THE TASK: In your reply, print every line of the listing exactly and omit all images.

DATA PROVIDED:
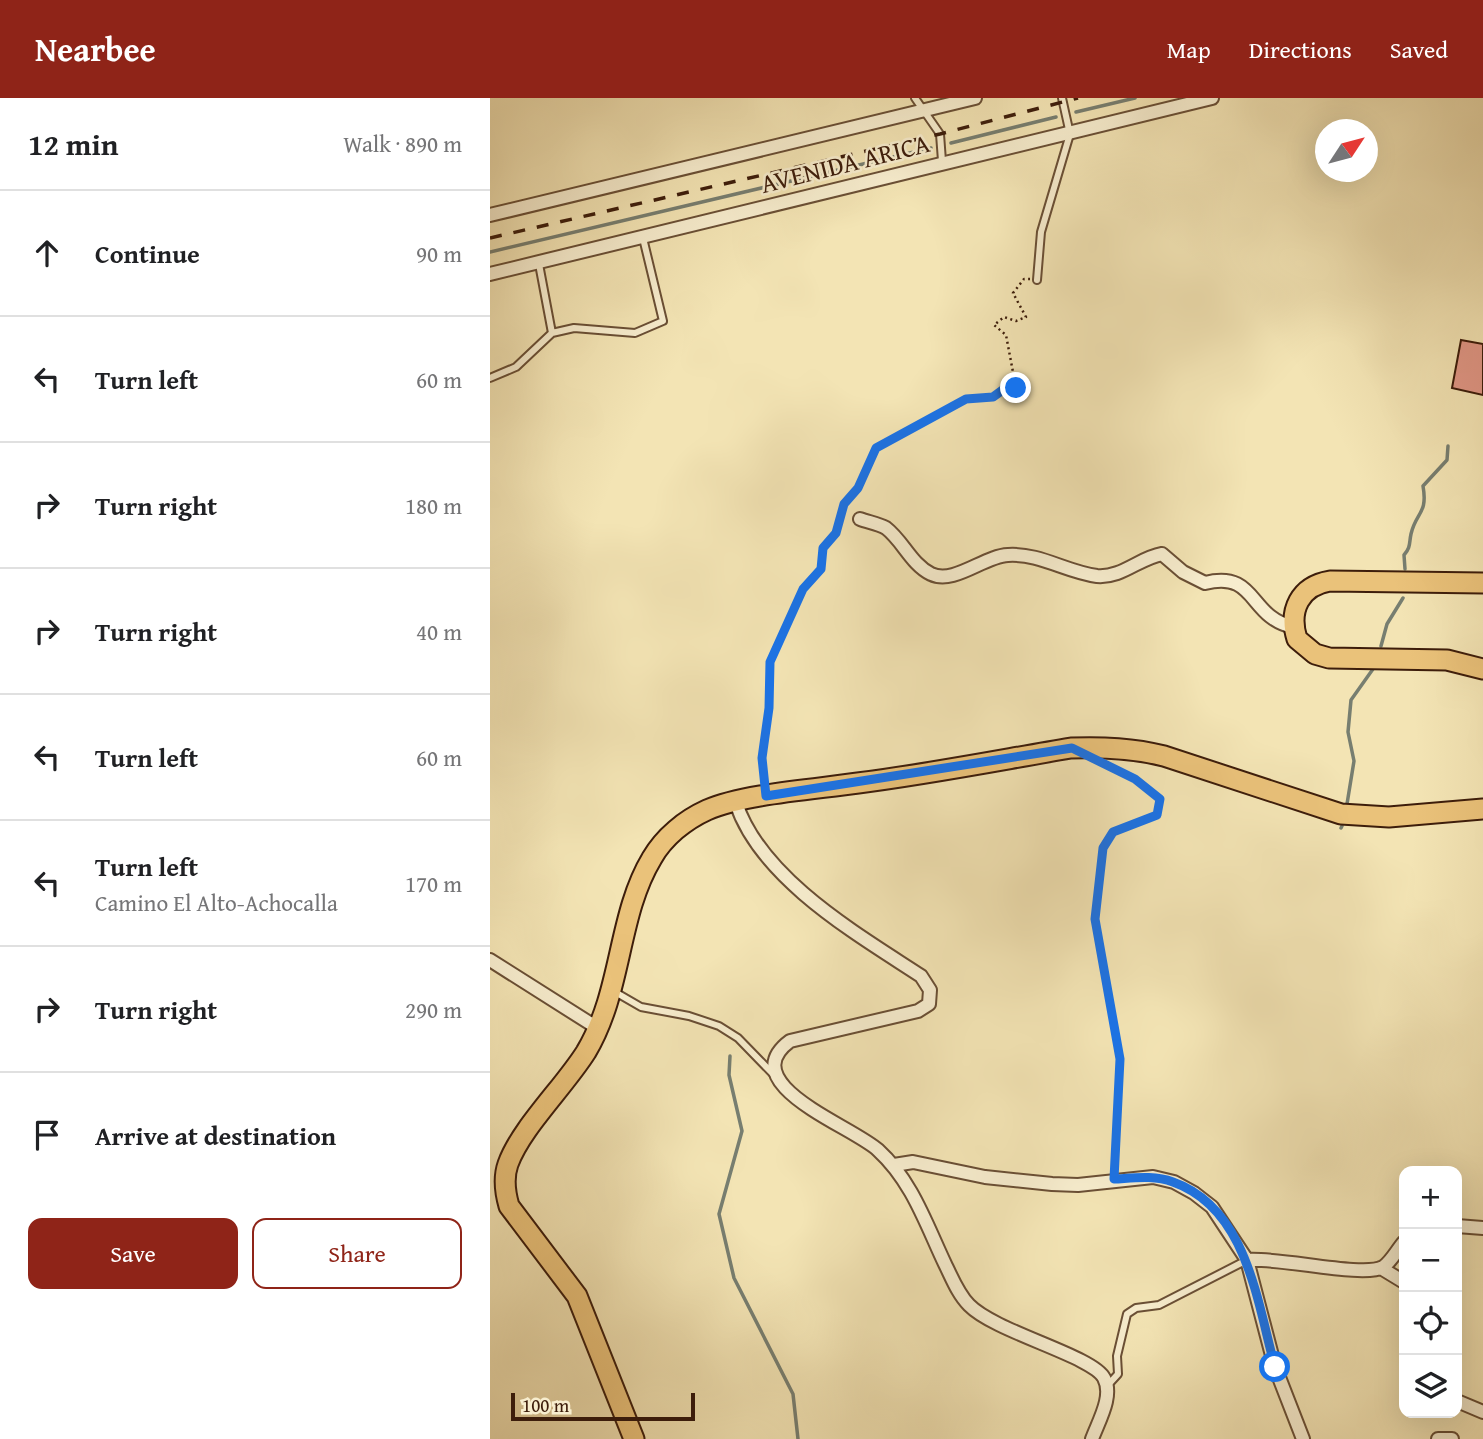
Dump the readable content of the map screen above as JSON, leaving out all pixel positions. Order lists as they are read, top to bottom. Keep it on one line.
{"streets":{"street":["AVENIDA ARICA"]},"scale_bar":"100 m","north":"top right","page":{"header":"Nearbee","nav":["Map","Directions","Saved"],"heading":["12 min","Walk · 890 m"],"list":[["Continue","90 m"],["Turn left","60 m"],["Turn right","180 m"],["Turn right","40 m"],["Turn left","60 m"],["Turn left","Camino El Alto-Achocalla","170 m"],["Turn right","290 m"],"Arrive at destination"],"map_buttons":["+","−"],"buttons":["Save","Share"],"scale":"100 m"}}
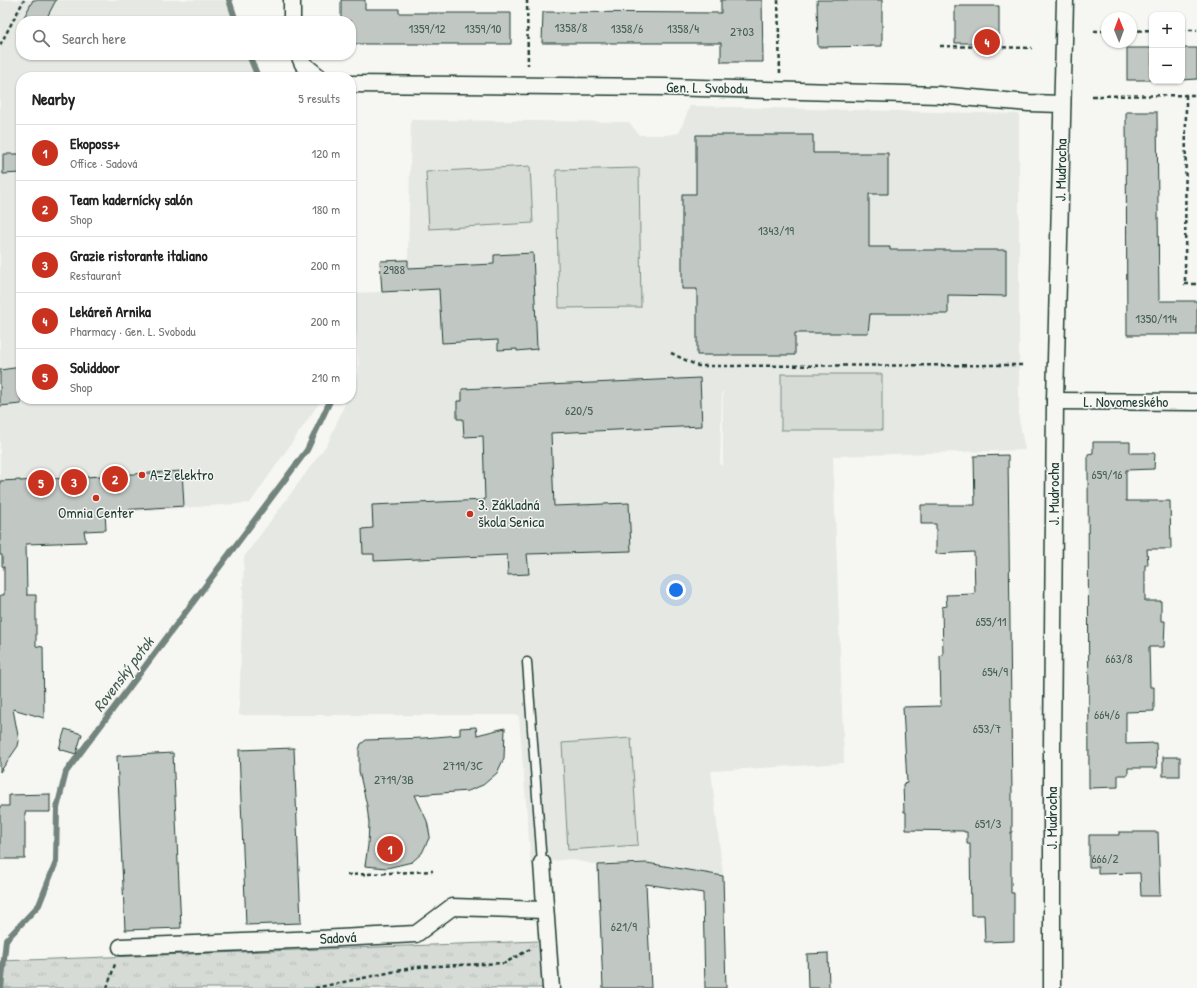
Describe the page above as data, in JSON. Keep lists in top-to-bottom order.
{
  "streets": {
    "street": [
      "Gen. L. Svobodu",
      "J. Mudrocha",
      "L. Novomeského",
      "Sadová"
    ]
  },
  "crossings": [
    ["Gen. L. Svobodu", "J. Mudrocha"],
    ["J. Mudrocha", "L. Novomeského"]
  ],
  "water": ["Rovenský potok"],
  "places": ["A-Z elektro", "Omnia Center", "3. Základná škola Senica"],
  "house_numbers": [
    "1358/8",
    "1359/12",
    "1359/10",
    "1358/6",
    "1358/4",
    "2703",
    "1343/19",
    "2988",
    "1350/114",
    "620/5",
    "659/16",
    "655/11",
    "663/8",
    "654/9",
    "664/6",
    "653/7",
    "2719/3C",
    "2719/3B",
    "651/3",
    "666/2",
    "621/9"
  ],
  "north": "top",
  "page": {
    "map_buttons": ["+", "−"],
    "search": "Search here",
    "pins": [
      "4",
      "2",
      "3",
      "5",
      "1"
    ],
    "heading": ["Nearby", "5 results"],
    "list": [
      {
        "mark": "1",
        "name": "Ekoposs+",
        "note": "Office · Sadová",
        "value": "120 m"
      },
      {
        "mark": "2",
        "name": "Team kadernícky salón",
        "note": "Shop",
        "value": "180 m"
      },
      {
        "mark": "3",
        "name": "Grazie ristorante italiano",
        "note": "Restaurant",
        "value": "200 m"
      },
      {
        "mark": "4",
        "name": "Lekáreň Arnika",
        "note": "Pharmacy · Gen. L. Svobodu",
        "value": "200 m"
      },
      {
        "mark": "5",
        "name": "Soliddoor",
        "note": "Shop",
        "value": "210 m"
      }
    ]
  }
}
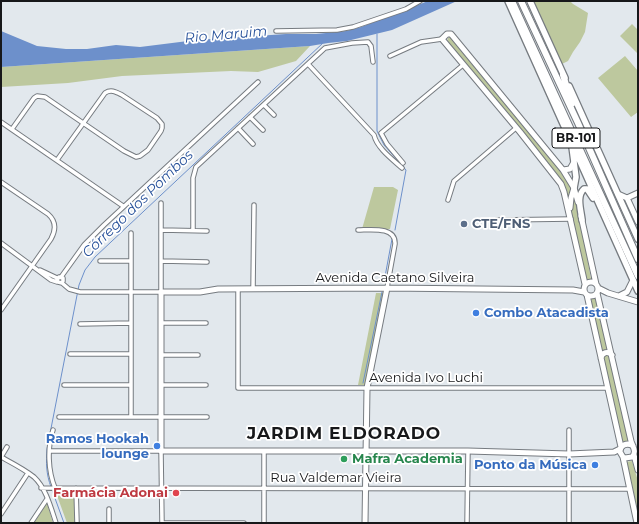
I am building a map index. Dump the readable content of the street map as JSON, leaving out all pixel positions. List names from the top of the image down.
{
  "streets": {
    "highway": ["BR-101"],
    "street": ["Avenida Caetano Silveira", "Avenida Ivo Luchi", "Rua Valdemar Vieira"]
  },
  "crossings": [
    ["Avenida Caetano Silveira", "Avenida Ivo Luchi"]
  ],
  "districts": ["JARDIM ELDORADO"],
  "water": ["Rio Maruim", "Córrego dos Pombos"],
  "places": [
    "CTE/FNS",
    "Combo Atacadista",
    "Ramos Hookah lounge",
    "Mafra Academia",
    "Ponto da Música",
    "Farmácia Adonai"
  ]
}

COMPLETED TASK:
Dump the readable content of the map screen above as JSON, leaving out all pixel positions. Order lists as they are read, top to bottom. Keep it on one line.
{"streets":{"street":["AVENIDA ARICA"]},"scale_bar":"100 m","north":"top right","page":{"header":"Nearbee","nav":["Map","Directions","Saved"],"heading":["12 min","Walk · 890 m"],"list":[["Continue","90 m"],["Turn left","60 m"],["Turn right","180 m"],["Turn right","40 m"],["Turn left","60 m"],["Turn left","Camino El Alto-Achocalla","170 m"],["Turn right","290 m"],"Arrive at destination"],"map_buttons":["+","−"],"buttons":["Save","Share"],"scale":"100 m"}}
Describe the page above as data, in JSON. Keep lists in top-to-bottom order.
{
  "streets": {
    "street": [
      "Gen. L. Svobodu",
      "J. Mudrocha",
      "L. Novomeského",
      "Sadová"
    ]
  },
  "crossings": [
    ["Gen. L. Svobodu", "J. Mudrocha"],
    ["J. Mudrocha", "L. Novomeského"]
  ],
  "water": ["Rovenský potok"],
  "places": ["A-Z elektro", "Omnia Center", "3. Základná škola Senica"],
  "house_numbers": [
    "1358/8",
    "1359/12",
    "1359/10",
    "1358/6",
    "1358/4",
    "2703",
    "1343/19",
    "2988",
    "1350/114",
    "620/5",
    "659/16",
    "655/11",
    "663/8",
    "654/9",
    "664/6",
    "653/7",
    "2719/3C",
    "2719/3B",
    "651/3",
    "666/2",
    "621/9"
  ],
  "north": "top",
  "page": {
    "map_buttons": ["+", "−"],
    "search": "Search here",
    "pins": [
      "4",
      "2",
      "3",
      "5",
      "1"
    ],
    "heading": ["Nearby", "5 results"],
    "list": [
      {
        "mark": "1",
        "name": "Ekoposs+",
        "note": "Office · Sadová",
        "value": "120 m"
      },
      {
        "mark": "2",
        "name": "Team kadernícky salón",
        "note": "Shop",
        "value": "180 m"
      },
      {
        "mark": "3",
        "name": "Grazie ristorante italiano",
        "note": "Restaurant",
        "value": "200 m"
      },
      {
        "mark": "4",
        "name": "Lekáreň Arnika",
        "note": "Pharmacy · Gen. L. Svobodu",
        "value": "200 m"
      },
      {
        "mark": "5",
        "name": "Soliddoor",
        "note": "Shop",
        "value": "210 m"
      }
    ]
  }
}
I am building a map index. Dump the readable content of the street map as JSON, leaving out all pixel positions. List names from the top of the image down.
{
  "streets": {
    "highway": ["BR-101"],
    "street": ["Avenida Caetano Silveira", "Avenida Ivo Luchi", "Rua Valdemar Vieira"]
  },
  "crossings": [
    ["Avenida Caetano Silveira", "Avenida Ivo Luchi"]
  ],
  "districts": ["JARDIM ELDORADO"],
  "water": ["Rio Maruim", "Córrego dos Pombos"],
  "places": [
    "CTE/FNS",
    "Combo Atacadista",
    "Ramos Hookah lounge",
    "Mafra Academia",
    "Ponto da Música",
    "Farmácia Adonai"
  ]
}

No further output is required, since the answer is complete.